Le président gabonais a, de fait, obtenu la peau non pas d’un mais de deux ministres français de la Coopération. Le second sera Jean-Marie Bockel, l’ex-socialiste rallié à Nicolas Sarkozy, qui croira bien faire en déclarant dans « le Monde » en 2008 qu’il va mettre « le dernier clou » dans le cercueil de la Françafrique. La suite est racontée par Robert Bourgi, homme des coulisses franco-africaines (et tombeur, plus tard, de François Fillon avec la révélation de l’affaire des costumes…) : il explique sur RTL que « papa », comme il appelait Omar Bongo, lui avait téléphoné pour qu’il transmette sa colère à « Nicolas [Sarkozy] ».« Je suis allé voir le président à l’Elysée […] et je lui ai passé le message ferme et voilé de menaces du président Bongo. Et il m’a dit : “Ecoute, dis à Omar et aux autres chefs d’Etat que M. Bockel partira bientôt et sera remplacé par un de mes amis.” »

Exit Jean-Marie Bockel, transféré moins d’un an après sa nomination aux Anciens Combattants. Marionnette de Jacques Foccart à ses débuts, Omar Bongo aura donc su se placer dans une position où il peut « virer » deux ministres français à vingt ans d’intervalle.

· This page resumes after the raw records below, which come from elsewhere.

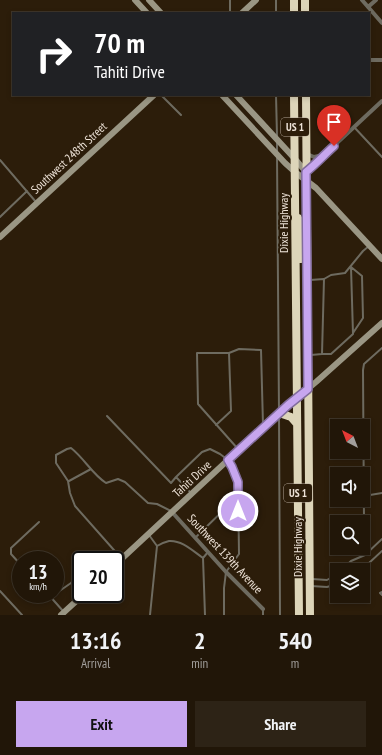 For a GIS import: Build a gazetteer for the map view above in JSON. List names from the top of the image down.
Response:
{
  "streets": {
    "highway": ["US 1", "Dixie Highway"],
    "street": ["Southwest 248th Street", "Tahiti Drive", "Southwest 139th Avenue"]
  },
  "crossings": [
    ["Dixie Highway", "Tahiti Drive"],
    ["Tahiti Drive", "Southwest 139th Avenue"]
  ],
  "north": "top left",
  "page": {
    "turn": ["70 m", "Tahiti Drive"],
    "speed": "13 km/h",
    "limit": "20",
    "eta": [
      "13:16",
      "Arrival",
      "2",
      "min",
      "540",
      "m"
    ],
    "buttons": ["Exit", "Share"]
  }
}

Son fils Ali, à la légitimité encore plus mince, lui succède à sa mort en 2009 pour perpétuer le système, avec moins de talent, et une distance plus grande avec une France moins impliquée. Cette longévité est évidemment la clé. Une personnalité française qui accompagnait Emmanuel Macron en Afrique centrale en mars dernier m’a confié avoir croisé le regard de Denis Sassou-Nguesso, président de la République du Congo depuis près de quarante ans, et d’y avoir lu un message de défi :« Tu es de passage, mais moi j’ai connu tous les présidents français depuis Giscard… »

C’était le cas de la dynastie Bongo, c’est encore celui de Paul Biya, au pouvoir au Cameroun depuis quarante et un ans. Une relation incestueuse d’une autre époque, d’un temps postcolonial qui n’a que trop duré, et auquel les militaires gabonais ont mis fin le 30 août – sans que la suite ne soit encore écrite.